CHINA’S consumers are unwittingly eating illegally grown genetically modified crops, a former television talk show host claimed yesterday.

GM corn and rice is being grown illegally on a large scale in central China’s Hunan and Hubei provinces, Jiangxi Province in the east and northeastern province Jilin, said Cui Yongyuan, best-known for China Central Television shows.

While genetic modification in crops can provide resistance to disease, pesticides and climatic conditions, opponents say risks have not been adequately identified.

“The reality is that many (illegally grown) GM products have entered our food chain,” Cui said yesterday.

He is now demanding answers from the Ministry of Agriculture.

“The ministry should respond to my survey results, or it will lose face,” Cui said.

He said China has never approved widescale planting of GM crops, only permitting small experimental trials.

GM seeds intended for trials should not be available for general use, but illegal planting has taken place, with the crops finding their way onto the market, said Cui.

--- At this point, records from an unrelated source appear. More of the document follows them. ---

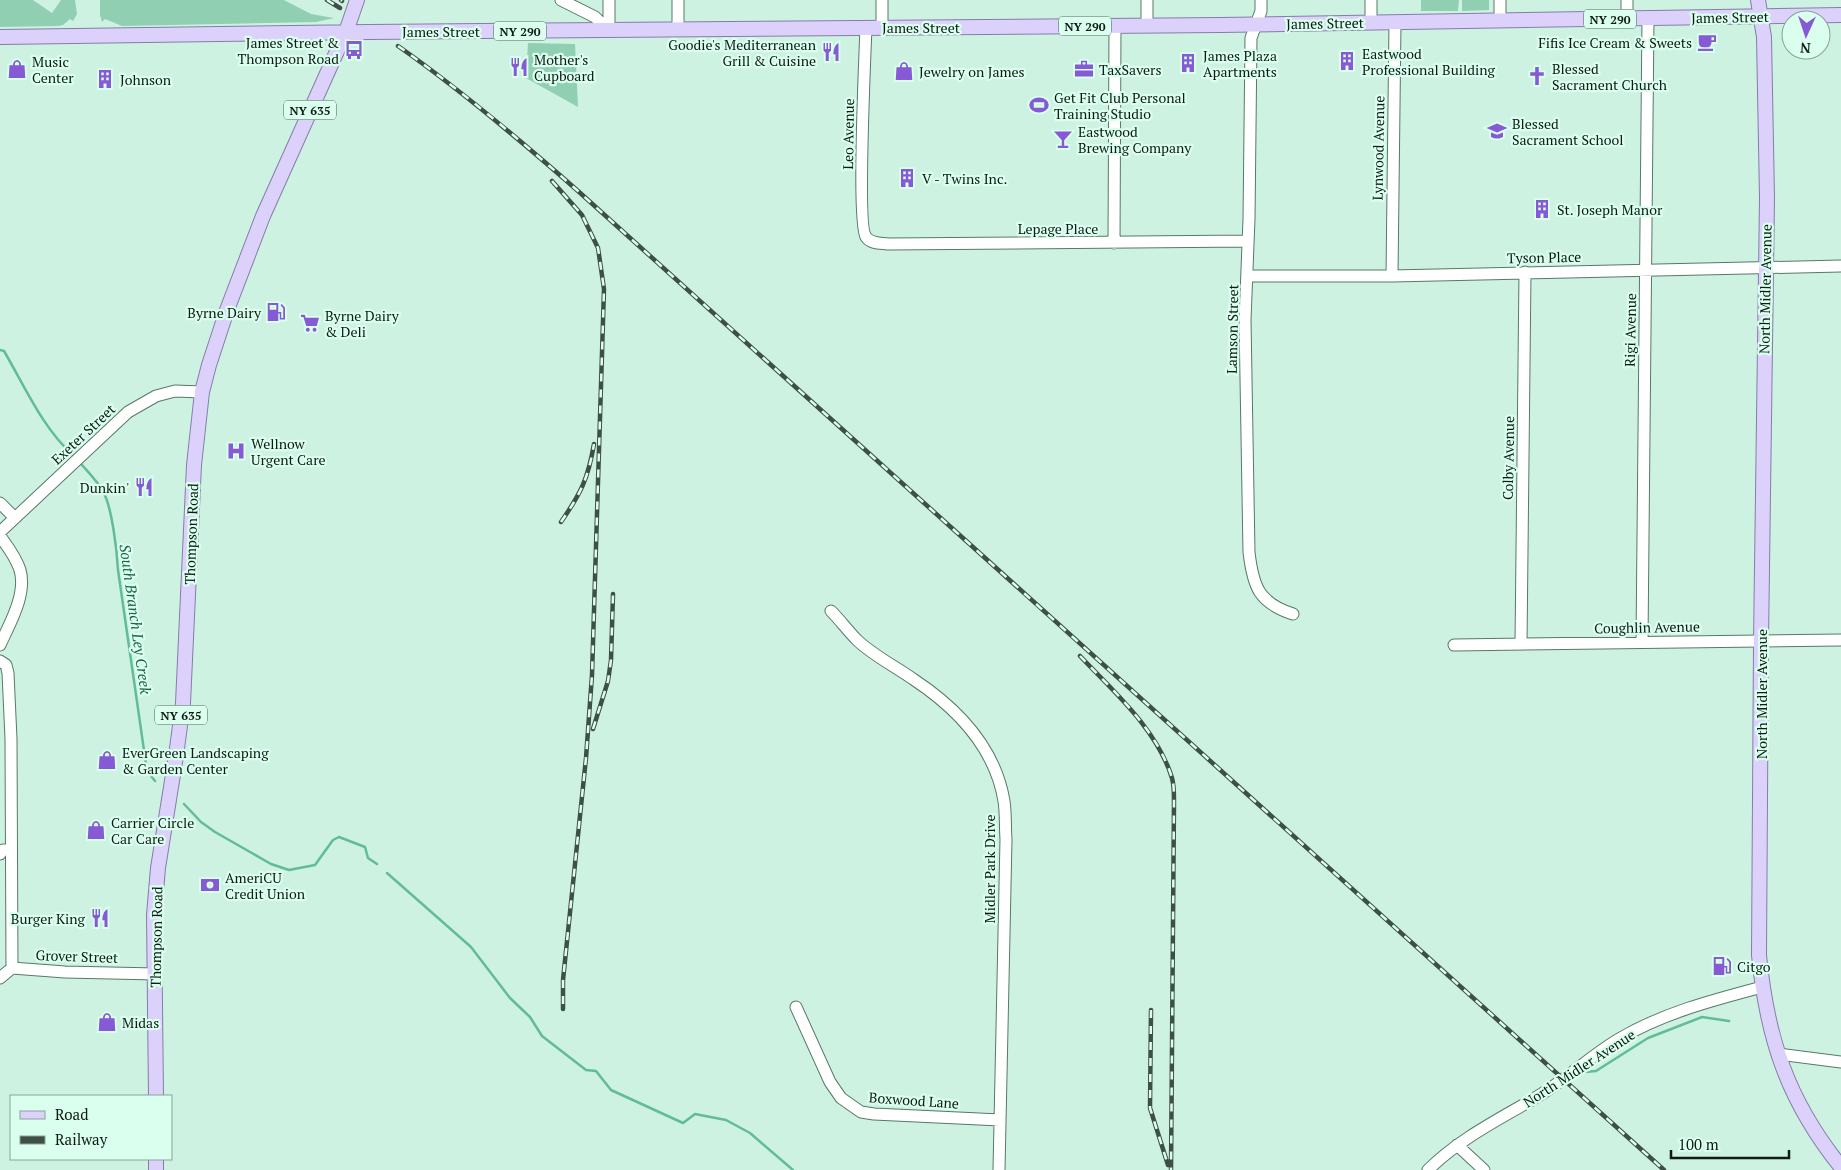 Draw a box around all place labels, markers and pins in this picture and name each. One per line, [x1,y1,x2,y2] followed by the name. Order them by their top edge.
[1696,31,1718,53] cafe icon: Fifis Ice Cream & Sweets
[238,33,339,68] place label: James Street & Thompson Road
[1538,33,1692,52] place label: Fifis Ice Cream & Sweets
[668,35,817,70] place label: Goodie's Mediterranean Grill & Cuisine
[343,39,365,61] bus stop icon: James Street & Thompson Road
[820,41,842,63] restaurant icon: Goodie's Mediterranean Grill & Cuisine
[1362,44,1495,79] place label: Eastwood Professional Building
[1203,46,1277,81] place label: James Plaza Apartments
[534,50,595,85] place label: Mother's Cupboard
[1336,50,1358,72] building icon: Eastwood Professional Building
[32,52,74,87] place label: Music Center
[1177,52,1199,74] building icon: James Plaza Apartments
[508,56,530,78] restaurant icon: Mother's Cupboard
[6,58,28,80] shop icon: Music Center
[1073,58,1095,80] office icon: TaxSavers
[1552,59,1667,94] place label: Blessed Sacrament Church
[893,60,915,82] shop icon: Jewelry on James
[1099,60,1161,79] place label: TaxSavers
[919,62,1025,81] place label: Jewelry on James
[1526,65,1548,87] church icon: Blessed Sacrament Church
[94,68,116,90] building icon: Johnson
[120,70,172,89] place label: Johnson
[1054,88,1186,123] place label: Get Fit Club Personal Training Studio
[1028,94,1050,116] sports icon: Get Fit Club Personal Training Studio
[1512,114,1624,149] place label: Blessed Sacrament School
[1486,120,1508,142] school or university icon: Blessed Sacrament School
[1078,122,1192,157] place label: Eastwood Brewing Company
[1052,128,1074,150] bar icon: Eastwood Brewing Company
[896,167,918,189] building icon: V - Twins Inc.
[922,169,1007,188] place label: V - Twins Inc.
[1531,198,1553,220] building icon: St. Joseph Manor
[1557,200,1663,219] place label: St. Joseph Manor
[265,301,287,323] fuel station icon: Byrne Dairy
[187,303,262,322] place label: Byrne Dairy
[325,306,400,341] place label: Byrne Dairy & Deli
[299,312,321,334] supermarket icon: Byrne Dairy & Deli
[251,434,326,469] place label: Wellnow Urgent Care
[225,440,247,462] hospital icon: Wellnow Urgent Care
[133,476,155,498] restaurant icon: Dunkin'
[80,478,129,497] place label: Dunkin'
[122,743,269,778] place label: EverGreen Landscaping & Garden Center
[96,749,118,771] shop icon: EverGreen Landscaping & Garden Center
[111,813,194,848] place label: Carrier Circle Car Care
[85,819,107,841] shop icon: Carrier Circle Car Care
[225,868,306,903] place label: AmeriCU Credit Union
[199,874,221,896] bank icon: AmeriCU Credit Union
[89,907,111,929] restaurant icon: Burger King
[11,909,86,928] place label: Burger King
[1711,955,1733,977] fuel station icon: Citgo
[1737,957,1771,976] place label: Citgo
[96,1011,118,1033] shop icon: Midas
[122,1013,159,1032] place label: Midas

Cui said that he spent more than a million yuan (US$162,654) carrying out surveys around China, the United States and Japan over six months.

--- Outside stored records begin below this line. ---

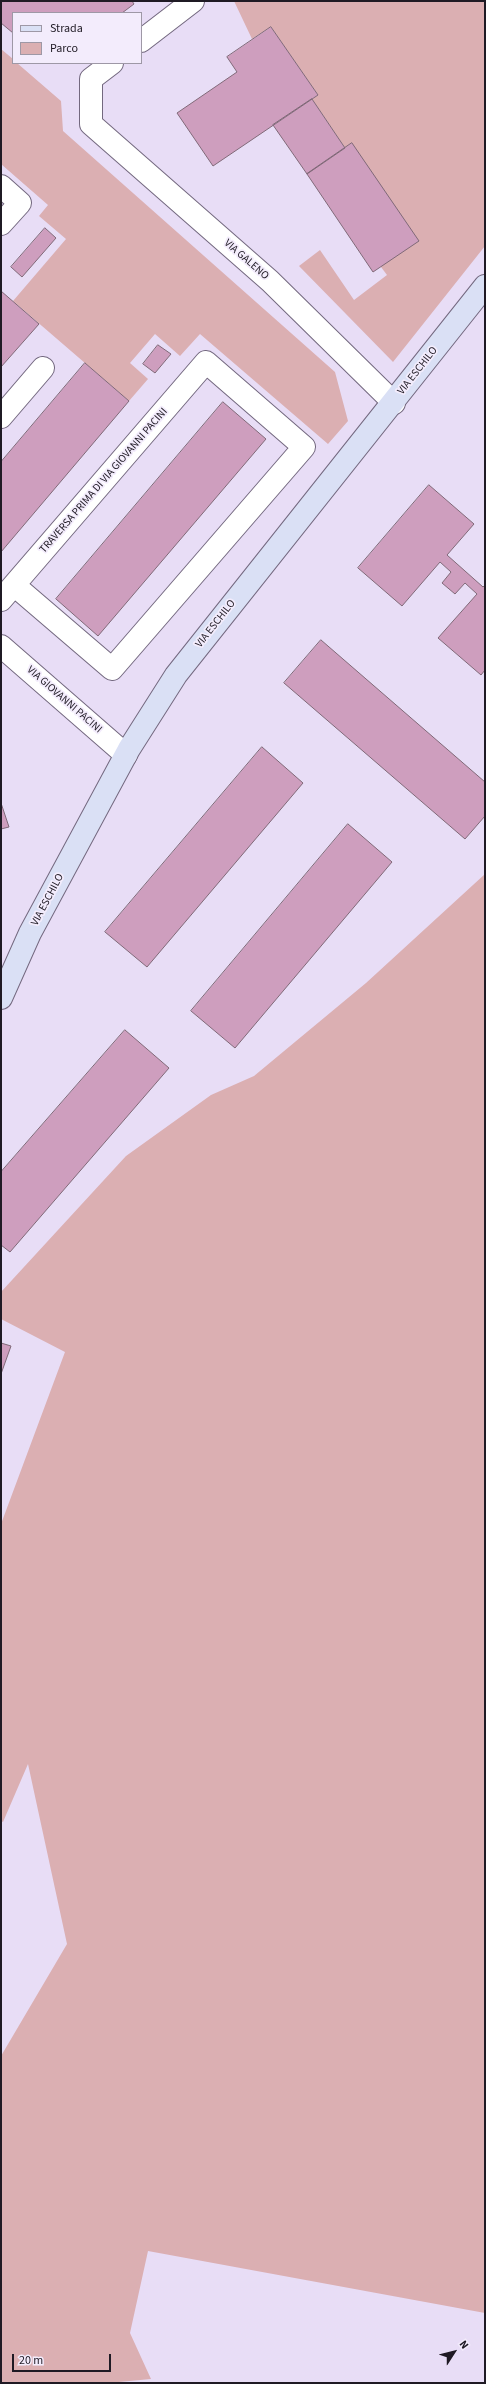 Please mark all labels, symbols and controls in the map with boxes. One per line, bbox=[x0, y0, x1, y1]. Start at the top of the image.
legend bbox=[12, 12, 142, 64]
text: Strada bbox=[50, 20, 83, 37]
text: Parco bbox=[50, 40, 78, 57]
street label: VIA GALENO bbox=[221, 237, 271, 283]
street label: VIA ESCHILO bbox=[395, 344, 441, 398]
street label: TRAVERSA PRIMA DI VIA GIOVANNI PACINI bbox=[37, 406, 171, 556]
street label: VIA ESCHILO bbox=[193, 597, 239, 651]
street label: VIA GIOVANNI PACINI bbox=[24, 664, 104, 736]
street label: VIA ESCHILO bbox=[29, 872, 67, 928]
north arrow bbox=[434, 2332, 474, 2372]
text: N bbox=[456, 2337, 472, 2352]
scale bar bbox=[14, 2346, 113, 2372]
text: 20 m bbox=[19, 2352, 43, 2369] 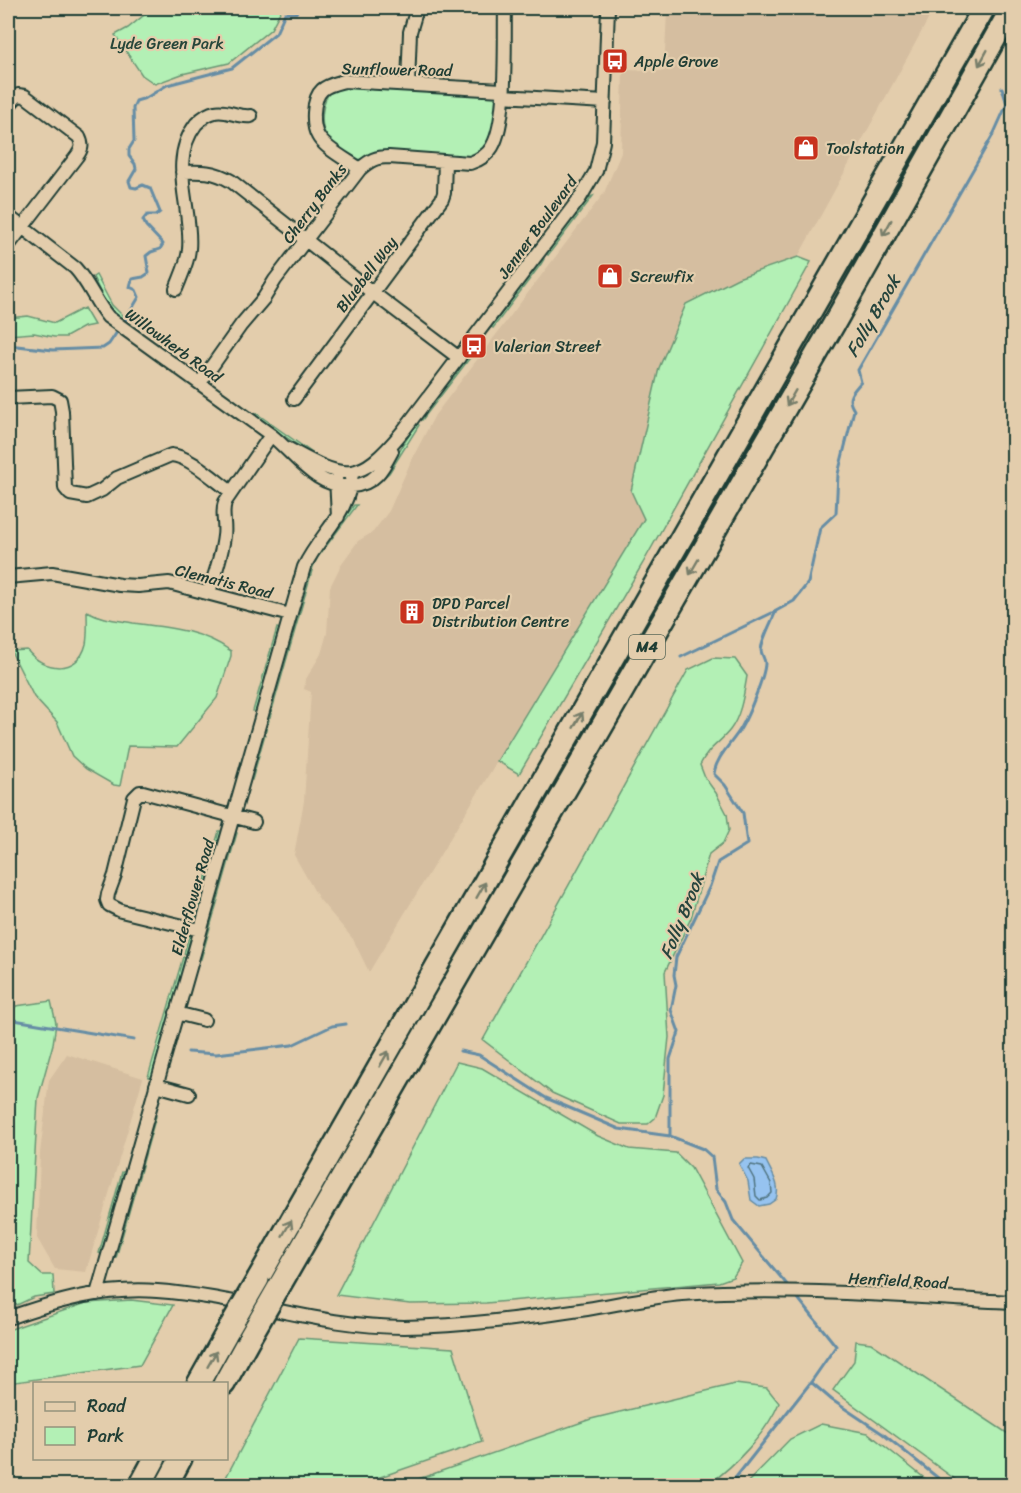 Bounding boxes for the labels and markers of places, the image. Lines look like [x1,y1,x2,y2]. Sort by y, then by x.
bus stop icon: Apple Grove [600,46,630,76]
place label: Apple Grove [633,47,718,76]
shop icon: Toolstation [791,133,821,163]
place label: Toolstation [826,134,905,163]
shop icon: Screwfix [595,261,625,291]
place label: Screwfix [630,262,695,291]
bus stop icon: Valerian Street [459,331,489,361]
place label: Valerian Street [494,332,602,361]
place label: DPD Parcel Distribution Centre [432,589,569,636]
building icon: DPD Parcel Distribution Centre [397,597,427,627]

He plans to broadcast the resulting documentary.

The Ministry of Agriculture did not respond to Cui’s claims yesterday.

While Cui’s claims concern illegally grown GM crops, Chinese consumers use legally grown imported GM products on an everyday basis.

“In China, more than half of cooking oil used is soybean oil, and 90 percent of that is made from GM soybeans,” said Wang Xiaoyu, deputy secretary general of the soybean association in northeastern province Heilongjiang.

The country imports GM soybean, corn, cotton, rape and sugar beet — with soybean the largest import.

China imported 58.38 million tons of soybean last year, with most GM varieties used as raw material for oil.

Globally, 81 percent of the soybeans cultivated are GM varieties, according to the International Service for the Acquisition of Agri-biotech Applications, a monitoring group funded by the biotechnology industry.

But while China requires strict labeling for GM produce, often this is flouted.

Meanwhile, 61 members of the Chinese Academy of Sciences and the Chinese Academy of Engineering have written to the government, urging it to roll out a GM rice cultivation program.